Kyle Shanahan’s career winning percentage is two games below .500 in his sixth season, and Vrabel is coming away victorious about 64 percent of the time in his fifth year. Is it because San Francisco has a Bosa?
If Tennessee was in a conference with washed Tom Brady and Rodgers coming down from a bad trip instead of one with Mahomes, Josh Allen, and Joe Burrow, they would be getting slurped at an uncomfortable rate. I know that. It just feels like the Titans are due.
Maybe not due for a Super Bowl title, but an AFC championship game is certainly doable, and then anything is possible once you get there, right? … Right?! Here’s another comp for Tennessee: Poorish man’s peak Joe Flacco Ravens. While that Baltimore team didn’t own Brady, they were one of the few AFC teams to knock off New England in the postseason during peak Patriots.
The biggest indication to me that the Titans should start being viewed dangerously year after year is the way they responded to getting exposed as a No. 1 seed and starting off 0-2 this season. A lesser organization would’ve flatlined like the Bengals did after enough sad Andy Dalton playoff losses, or the Texans before all that was wrong with Deshaun Watson was his supporting cast.
Bill Belichick wins ugly with a Country Crock of a quarterback, and he’s a genius. That’s all Vrabel has ever done.

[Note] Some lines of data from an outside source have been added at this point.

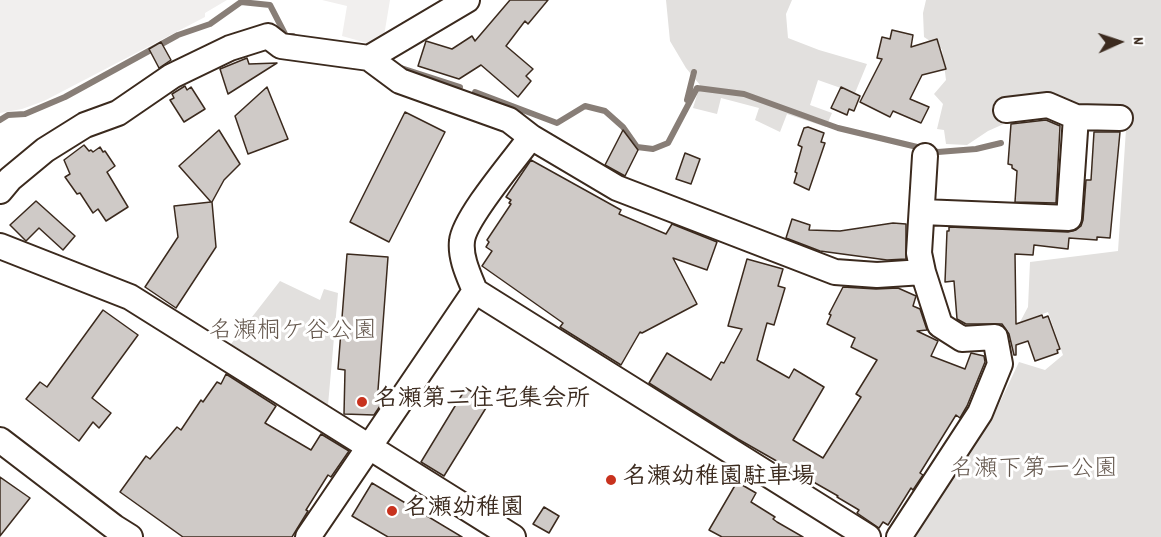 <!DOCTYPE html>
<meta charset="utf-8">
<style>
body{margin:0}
#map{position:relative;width:1161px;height:537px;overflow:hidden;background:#fff;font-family:Dekko,sans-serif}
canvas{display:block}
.north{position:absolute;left:1089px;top:12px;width:60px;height:60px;-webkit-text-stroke:4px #fff;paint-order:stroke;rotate:87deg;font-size:16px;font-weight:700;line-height:24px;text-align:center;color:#3b2a1e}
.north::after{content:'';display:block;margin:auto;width:21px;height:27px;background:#3b2a1e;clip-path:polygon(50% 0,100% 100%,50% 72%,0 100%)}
</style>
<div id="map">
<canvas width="1161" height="537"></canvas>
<div class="north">N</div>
</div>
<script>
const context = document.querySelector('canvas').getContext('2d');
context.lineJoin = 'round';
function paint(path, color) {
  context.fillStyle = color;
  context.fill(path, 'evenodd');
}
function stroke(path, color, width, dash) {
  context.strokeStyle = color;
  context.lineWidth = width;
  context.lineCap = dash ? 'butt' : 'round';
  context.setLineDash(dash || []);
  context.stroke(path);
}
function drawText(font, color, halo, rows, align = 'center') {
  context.font = font + ' Dekko,"Klee One",sans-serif';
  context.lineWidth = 6;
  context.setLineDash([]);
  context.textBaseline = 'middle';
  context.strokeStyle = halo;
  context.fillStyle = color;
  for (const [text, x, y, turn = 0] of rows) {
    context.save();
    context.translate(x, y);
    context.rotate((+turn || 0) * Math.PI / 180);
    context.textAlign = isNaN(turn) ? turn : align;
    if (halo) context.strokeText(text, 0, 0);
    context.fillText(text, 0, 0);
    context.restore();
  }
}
paint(new Path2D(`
 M0,0H227L205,13V17L44,101L22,109L0,113Z
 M322,0H390L383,42L374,45L342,36L347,6Z`), '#f1efee');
paint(new Path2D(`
 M666,0H792L786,14L788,38L819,50L867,64L855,93L818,80L810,105L832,113L826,127L787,114L780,132L755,120L759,108L721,98L717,114L693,108L700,85L686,68L670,41Z
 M926,0H1161V537H909L992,419L1019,362L1045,370L1063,355L1048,312L1020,322L1028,307L1030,262L1118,251L1127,114L1004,107L1006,123L988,131L967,145L946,144L944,130L937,129L943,104L934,94L946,80L942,49L924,37L923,13Z
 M280,281L320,300L324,289L338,293L328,405L231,344Z`), '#e2e0de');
stroke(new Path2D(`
 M398,67L460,87
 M475,92L557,123L585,106L605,111L623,127L637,147L653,149L668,143L697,88L744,94L838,128L938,152L976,149L1001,143
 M687,100L694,72
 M0,120L8,115L25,114L65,97L178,35L210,24L241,2L270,5L286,36H293`), '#887e77', 6);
const building = new Path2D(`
 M510,0H548L528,24L525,21L506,46L533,69L526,76L531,81L518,97L481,65L459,79L418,66L426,41L452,49L472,36L475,41Z
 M892,30L913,35L911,47L937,39L946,69L922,75L910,99L929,107L921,123L893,111L890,117L860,102L882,59L877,58L882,37L890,39Z
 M161,42L171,60L159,68L149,49Z
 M247,58L249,64L277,63L228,94L220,69Z
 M185,86L187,90L191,87L205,109L184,122L170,100L174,98L172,94Z
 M267,87L288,139L248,154L235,116Z
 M841,87L860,96L854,111L849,109L847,115L831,108Z
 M405,112L445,132L389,242L350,222Z
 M1046,120L1060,126L1056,203L1015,202L1017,171L1012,168V165L1008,164L1011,124Z
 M808,127L824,133L821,142L825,143L809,190L794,183L797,173L795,172L802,147L798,145L804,128Z
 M219,130L240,164L224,180L212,202L216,247L176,308L145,287L178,237L174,206L211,202L179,166Z
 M623,130L638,150L625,176L605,165Z
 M1094,132H1120L1110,238L1097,237V240L1069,238L1068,249L1034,245L1033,255L1015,254L1016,324L1042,315L1043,318L1048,316L1060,349L1057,350L1058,353L1035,361L1028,341L1016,345V355H1014L1009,334L1002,324H966L957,319L954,281L945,282L947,231H949V227L1068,232L1076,230L1081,226L1083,220L1086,180H1091Z
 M84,145L89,151L91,150L93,152L100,147L103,152L105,151L115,166L107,172L128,207L106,221L98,209L93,213L80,193L77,194L65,177L70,174L64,160Z
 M685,153L700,159L691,184L676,179Z
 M531,160L621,210L619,214L666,234L672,224L717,242L707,270L673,258L697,304L642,333L640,332L621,365L560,327L563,323L482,266L492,251L486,247L489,242L487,240L511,204L509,203L511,200L506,197Z
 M36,201L75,236L63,250L39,228L26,241L10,225Z
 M792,219L810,225L809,230L840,231L893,223L906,224V259L887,260L820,251L786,238Z
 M347,254L388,257L378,390H380V406L374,415L344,414L345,370L338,369Z
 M747,259L783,269L778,286L785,288L774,325L767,323L757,360L789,378L794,369L824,387L793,440L823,458L861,397L856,394L877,360L851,347L855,338L827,324L831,315L829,314L843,287L876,289L898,288L916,296L913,306L920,309L927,330L917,331L938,341L931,356L965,369L971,353L984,356L985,362L967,406L960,418L956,415L920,473L923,475L913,490L911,488L888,525L883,522L879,528L857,513L859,510L837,497L838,496L738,439L649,383L667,353L711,380L721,362L724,363L742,329L728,326Z
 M103,310L138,335L92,398L111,413L99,428L93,422L79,441L26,399L40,382L47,387Z
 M226,374L276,406L265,423L311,450L321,434L349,451L331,477L328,475L306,510L308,511L292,537H183L120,492L146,456L150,459L177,427L181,430L201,400L203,402L217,382L221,384Z
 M466,388L489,403L444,476L421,462Z
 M0,477L30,498L0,536Z
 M737,482L756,493L751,502L775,517L773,519L777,522L803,537H722L709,530Z
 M372,483L462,537H388L352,516Z
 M544,507L559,516L549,533L533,524Z`);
paint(building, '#cfcac7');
stroke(building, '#3b2a1e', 1.5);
const minor = new Path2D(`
 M369,58L467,0
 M1006,110L1048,105L1076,117L1120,118
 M531,137C515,159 464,218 462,241C460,258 469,276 475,291L868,537
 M0,191L10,179L45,150L85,125L118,113L172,76L230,48L268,36L281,46L369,58L400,81L509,120L531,137L617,188L835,272L877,275L923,272
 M922,212L1069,218L1076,117
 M0,246L130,297L513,537
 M0,440L114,527L130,537
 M308,537L475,291
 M899,537L980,413L1000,364L995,337L962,339L940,325L923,272L919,253L925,156`);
stroke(minor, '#3b2a1e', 28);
stroke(minor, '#fff', 24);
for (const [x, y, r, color] of [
 [362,402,6,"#c8321e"],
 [611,480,6,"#c8321e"],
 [392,511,6,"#c8321e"]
]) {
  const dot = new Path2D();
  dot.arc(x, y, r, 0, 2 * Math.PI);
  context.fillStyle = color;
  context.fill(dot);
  stroke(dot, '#fff', 2);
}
drawText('24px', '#65584e', '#fff', [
 ["名瀬桐ケ谷公園",293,334],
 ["名瀬下第一公園",1034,472]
]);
drawText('bold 24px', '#3b2a1e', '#fff', [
 ["名瀬第二住宅集会所",374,402],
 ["名瀬幼稚園駐車場",623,480],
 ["名瀬幼稚園",404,511]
], 'left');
</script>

No one is bad-mouthing the Hoodie’s most successful disciple (playing for him, not coaching), but no one is talking about him like one of the brightest minds in the game either.

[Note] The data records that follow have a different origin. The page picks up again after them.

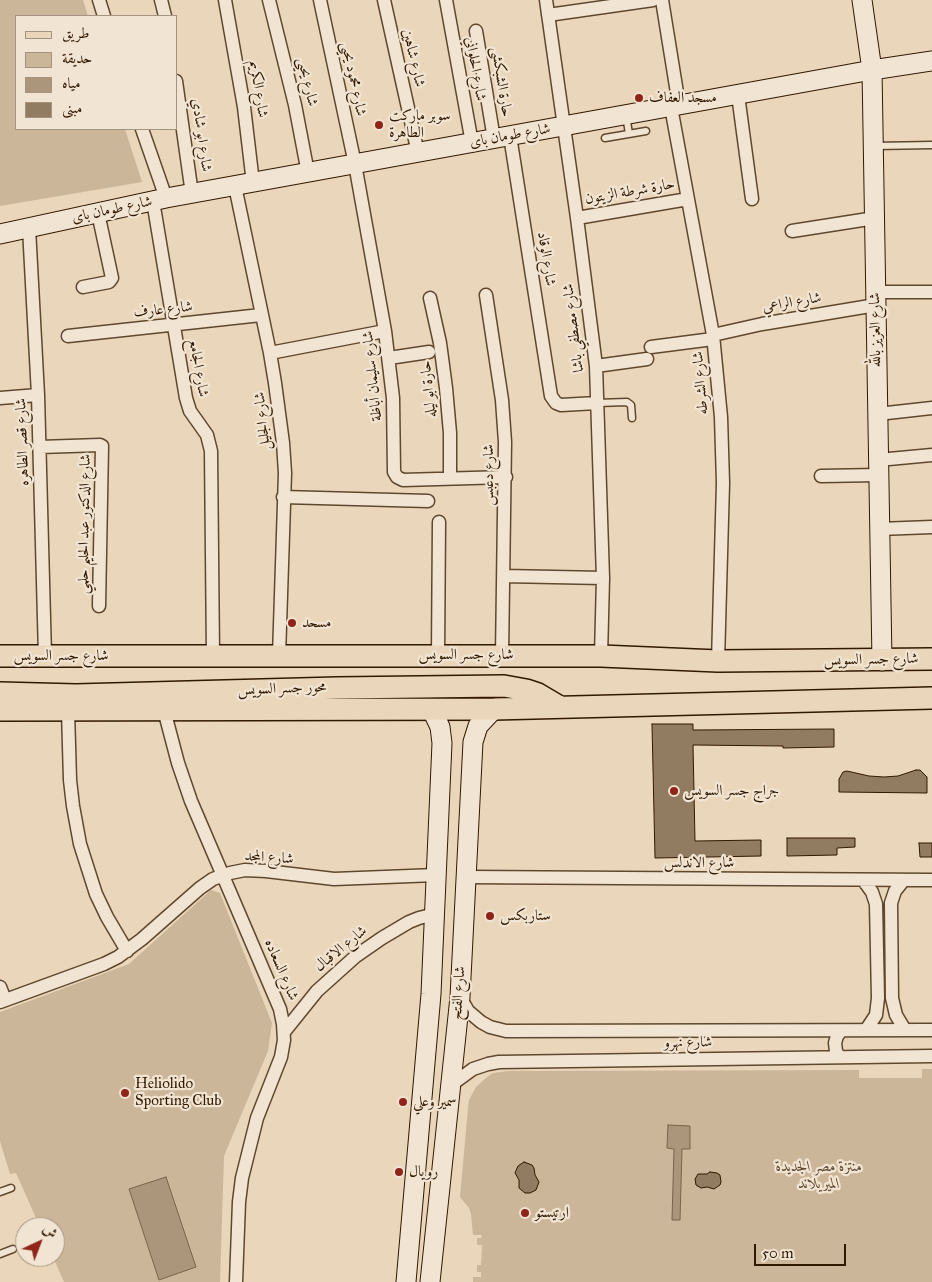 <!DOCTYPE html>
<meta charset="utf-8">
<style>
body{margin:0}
#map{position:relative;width:932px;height:1282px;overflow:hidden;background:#ead6ba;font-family:"IM FELL Great Primer",Amiri,serif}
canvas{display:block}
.legend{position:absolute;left:15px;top:15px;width:162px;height:115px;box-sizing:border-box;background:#f1e4d2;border:1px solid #a4937e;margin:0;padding:6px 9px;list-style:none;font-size:15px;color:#311900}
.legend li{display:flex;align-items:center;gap:10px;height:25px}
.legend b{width:25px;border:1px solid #a4937e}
.north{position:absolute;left:15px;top:1217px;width:50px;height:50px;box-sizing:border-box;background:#f1e4d2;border:1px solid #a4937e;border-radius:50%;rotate:43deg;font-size:14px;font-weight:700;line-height:20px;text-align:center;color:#311900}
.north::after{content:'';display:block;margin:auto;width:18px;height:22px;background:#8f2418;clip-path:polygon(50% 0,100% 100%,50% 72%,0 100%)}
.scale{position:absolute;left:754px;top:1244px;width:92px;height:22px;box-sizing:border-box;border:2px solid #311900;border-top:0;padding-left:6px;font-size:15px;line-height:18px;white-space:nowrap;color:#311900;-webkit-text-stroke:4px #f1e4d2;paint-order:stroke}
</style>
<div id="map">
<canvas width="932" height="1282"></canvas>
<ul class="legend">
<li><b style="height:6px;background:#ead6ba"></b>طريق</li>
<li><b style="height:14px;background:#cbb69a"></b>حديقة</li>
<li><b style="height:14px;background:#ab967b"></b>مياه</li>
<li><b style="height:14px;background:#917b61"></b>مبنى</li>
</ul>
<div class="north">ش</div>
<div class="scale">50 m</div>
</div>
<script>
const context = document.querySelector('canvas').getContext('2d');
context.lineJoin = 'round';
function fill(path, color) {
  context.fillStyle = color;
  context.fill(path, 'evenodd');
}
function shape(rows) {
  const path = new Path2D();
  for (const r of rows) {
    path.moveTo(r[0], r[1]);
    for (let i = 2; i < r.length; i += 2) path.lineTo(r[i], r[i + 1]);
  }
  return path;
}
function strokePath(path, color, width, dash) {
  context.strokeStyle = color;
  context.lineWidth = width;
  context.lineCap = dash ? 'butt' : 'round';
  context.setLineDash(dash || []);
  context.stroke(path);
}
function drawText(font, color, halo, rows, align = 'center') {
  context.font = font + ' "IM FELL Great Primer",Amiri,serif';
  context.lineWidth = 4.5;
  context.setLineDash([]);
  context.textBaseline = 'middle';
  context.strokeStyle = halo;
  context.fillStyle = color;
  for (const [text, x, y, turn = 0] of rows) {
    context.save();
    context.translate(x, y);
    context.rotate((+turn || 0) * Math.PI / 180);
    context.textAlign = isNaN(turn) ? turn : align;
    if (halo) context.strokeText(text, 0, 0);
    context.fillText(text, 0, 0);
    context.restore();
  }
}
const green = shape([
 [0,0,83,0,88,16,16,16,16,129,125,129,142,182,0,206],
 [211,890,220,893,272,1023,268,1051,224,1156,220,1282,64,1282,53,1257,55,1257,55,1227,40,1227,16,1173,10,1174,0,1141,0,1012,129,964],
 [922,1069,932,1069,932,1282,473,1282,473,1277,481,1277,481,1272,477,1272,477,1265,481,1265,482,1245,477,1245,477,1238,481,1238,482,1235,473,1235,471,1214,469,1208,460,1197,468,1108,469,1100,476,1087,487,1077,493,1073,508,1071,859,1070,859,1078,922,1078]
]);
const water = shape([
 [668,1125,690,1126,690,1149,682,1149,680,1220,672,1220,674,1149,667,1148,668,1125],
 [166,1177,196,1267,159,1280,129,1189,166,1177]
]);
const building = shape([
 [652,724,693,724,693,730,834,729,834,747,783,748,783,746,693,745,695,841,761,840,761,856,655,858,652,724],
 [916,770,920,770,927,777,927,793,839,792,839,779,843,772,847,771,869,776,884,777,898,776,916,770],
 [787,838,855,838,855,847,837,848,837,855,787,856,787,838],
 [919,843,932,843,932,857,920,857,919,843],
 [524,1162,532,1165,534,1168,535,1175,539,1182,536,1190,530,1193,525,1193,519,1188,519,1180,515,1173,518,1166,524,1162],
 [710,1172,717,1173,720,1175,721,1182,720,1185,714,1189,707,1187,701,1188,696,1185,695,1179,698,1174,707,1174,710,1172]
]);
const lane = shape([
 [626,115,629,134],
 [605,138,646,131],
 [875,146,932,145],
 [597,403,627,402,631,405,632,418],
 [0,1192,11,1188],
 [0,1254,13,1249]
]);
const street = shape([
 [99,0,104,16],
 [161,0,165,16],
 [225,0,244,107,253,183],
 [269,0,295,105,308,173],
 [320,0,355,164,385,331,393,398,394,472,397,477,403,480,506,477],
 [384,0,418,153],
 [446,0,472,143],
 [546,0,577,218,596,366,603,578,601,656],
 [662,0,679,105],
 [548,15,653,0],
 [476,31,494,139],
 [176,81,192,194],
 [738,95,752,199],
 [671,107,713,335,721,417,723,483,718,661],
 [142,129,166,198],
 [510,136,551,396,556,403,561,405,597,403],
 [235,186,270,353,275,383,283,443,285,473,279,656],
 [153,201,186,398,190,411,207,435,211,451,213,656],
 [577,218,688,199],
 [29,228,38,395,45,656],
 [792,231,875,218],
 [83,287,109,282,112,278,98,213],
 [876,292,932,292],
 [486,295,502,400,505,442,502,656],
 [430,298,440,343,446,388,450,433,450,478],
 [713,335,762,324,876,305],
 [68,336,261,315],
 [651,347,713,339],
 [270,353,385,331],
 [389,358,429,352],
 [596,366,647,359],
 [0,398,38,395],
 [878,414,932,408],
 [40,447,100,445,102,446,99,606],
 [878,460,932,455],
 [821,476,878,475],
 [283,497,428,501],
 [879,529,932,527],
 [504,576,603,578],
 [438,655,439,522],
 [164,710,178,763,191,801,280,1009,283,1024,284,1040,281,1057,257,1118,242,1178,239,1202,236,1282],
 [68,711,70,780,73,806,80,844,96,894,107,917,127,951],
 [467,877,932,880],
 [864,881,872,892,876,904,878,998,876,1015,866,1030],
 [903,881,895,891,891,903,892,998,896,1015,905,1030],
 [0,987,5,1000],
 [460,997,468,1011,481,1022,490,1027,506,1031,932,1030],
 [0,1002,104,964,118,957,142,939,200,888,213,879,230,873,245,870,266,871,334,879,436,875],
 [284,1032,317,991,356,956,382,938,409,922,419,918,435,914],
 [839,1057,836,1051,835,1043,837,1036,841,1031],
 [451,1085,473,1069,488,1064,499,1062,932,1056]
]);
const secondary = shape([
 [862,0,872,70,882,661],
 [0,234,166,198,872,70,932,61],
 [406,1282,431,994,442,743,440,727,432,710],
 [430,1282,460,997,473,742,478,726,494,709]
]);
const primary = shape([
 [0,656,601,656,718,661,932,659],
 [0,693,76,695,337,688,504,686,526,690,538,694,560,707],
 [0,710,494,709,932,698]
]);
const markers = [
 [639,98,5,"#8f2418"],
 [379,125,5,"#8f2418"],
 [292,623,5,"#8f2418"],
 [674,791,5,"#8f2418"],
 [490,916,5,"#8f2418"],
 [125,1093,5,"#8f2418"],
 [403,1102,5,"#8f2418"],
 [399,1172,5,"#8f2418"],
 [525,1213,5,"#8f2418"]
];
const streetNames = [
 ["شارع شاهين",413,58,77],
 ["شارع الحلواني",475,69,80],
 ["شارع محمود يحيى",353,79,78],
 ["شارع يحيى",307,82,77],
 ["حارة الشبكشى",501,82,81],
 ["شارع الكريم",258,89,81],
 ["شارع ابو شادي",201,135,82],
 ["شارع طومان باى",510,136,-10],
 ["حارة شرطة الزيتون",630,192,-10],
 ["شارع طومان باى",112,210,-12],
 ["شارع الوقاد",546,259,81],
 ["شارع الراعي",792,303,-10],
 ["شارع عارف",163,310,-6],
 ["شارع مصطفي باشا",574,328,-97],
 ["شارع العزيز بالله",876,330,-91],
 ["شارع الجامع",198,368,80],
 ["شارع سليمان أباظة",373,376,-96],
 ["شارع الشرطه",701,383,-95],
 ["حارة ابو ليله",429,389,-96],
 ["شارع الجليل",263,421,-96],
 ["شارع قصر الطاهره",23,442,-92],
 ["شارع دعبس",489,475,-90],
 ["شارع الدكتور عبد الحليم حلمي",85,524,-89],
 ["شارع جسر السويس",466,655],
 ["شارع جسر السويس",61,656],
 ["شارع جسر السويس",871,660,-1],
 ["محور جسر السويس",282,689,-2],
 ["شارع المجد",269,858,4],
 ["شارع الاندلس",699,863],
 ["شارع الاقبال",341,949,-39],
 ["شارع السعاده",281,970,67],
 ["شارع الفتح",459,993,-86],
 ["شارع نهرو",688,1043,-1]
];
const poiNames = [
 ["مسجد العفاف",649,98],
 ["سوبر ماركت",389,116],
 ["الطاهرة",389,133],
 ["مسحد",302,623],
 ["جراج جسر السويس",684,791],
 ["ستاربكس",500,916],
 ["Heliolido",135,1084],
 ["Sporting Club",135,1101],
 ["سمير وعلي",413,1102],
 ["رويال",409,1172],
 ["ارتيستو",535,1213]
];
const parkNames = [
 ["منتزة مصر الجديدة",819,1167],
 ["الميريلاند",819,1184]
];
fill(green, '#cbb69a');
fill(water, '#ab967b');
strokePath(water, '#7a644a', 1);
fill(building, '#917b61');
strokePath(building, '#311900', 1);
strokePath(lane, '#5f482e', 9);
strokePath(street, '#5f482e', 15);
strokePath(secondary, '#311900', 21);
strokePath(primary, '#311900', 24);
strokePath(lane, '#f1e4d2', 6);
strokePath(street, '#f1e4d2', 12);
strokePath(secondary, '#f1e4d2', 19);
strokePath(primary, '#ead6ba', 21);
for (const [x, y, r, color] of markers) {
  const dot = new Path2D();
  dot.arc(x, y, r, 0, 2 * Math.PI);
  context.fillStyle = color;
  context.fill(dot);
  strokePath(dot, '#f1e4d2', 2);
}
drawText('15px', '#311900', '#f1e4d2', streetNames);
drawText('15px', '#311900', '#f1e4d2', poiNames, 'left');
drawText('italic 15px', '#5f482e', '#f1e4d2', parkNames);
</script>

I’m not going to sit here and tell you Tannehill is elite after going 22-for-27 for 333 yards and two touchdowns on Thursday night because I also saw the horrible interception he threw. The Chiefs, Bills, and Bengals have all looked vulnerable at times, and the Dolphins don’t have battle scars yet.
We’ve seen how the Titans win games. They’ve won seven of their past eight. If they keep winning and making the playoffs, one of these seasons a bounce is going to break their way — and they’re good enough to take advantage of it.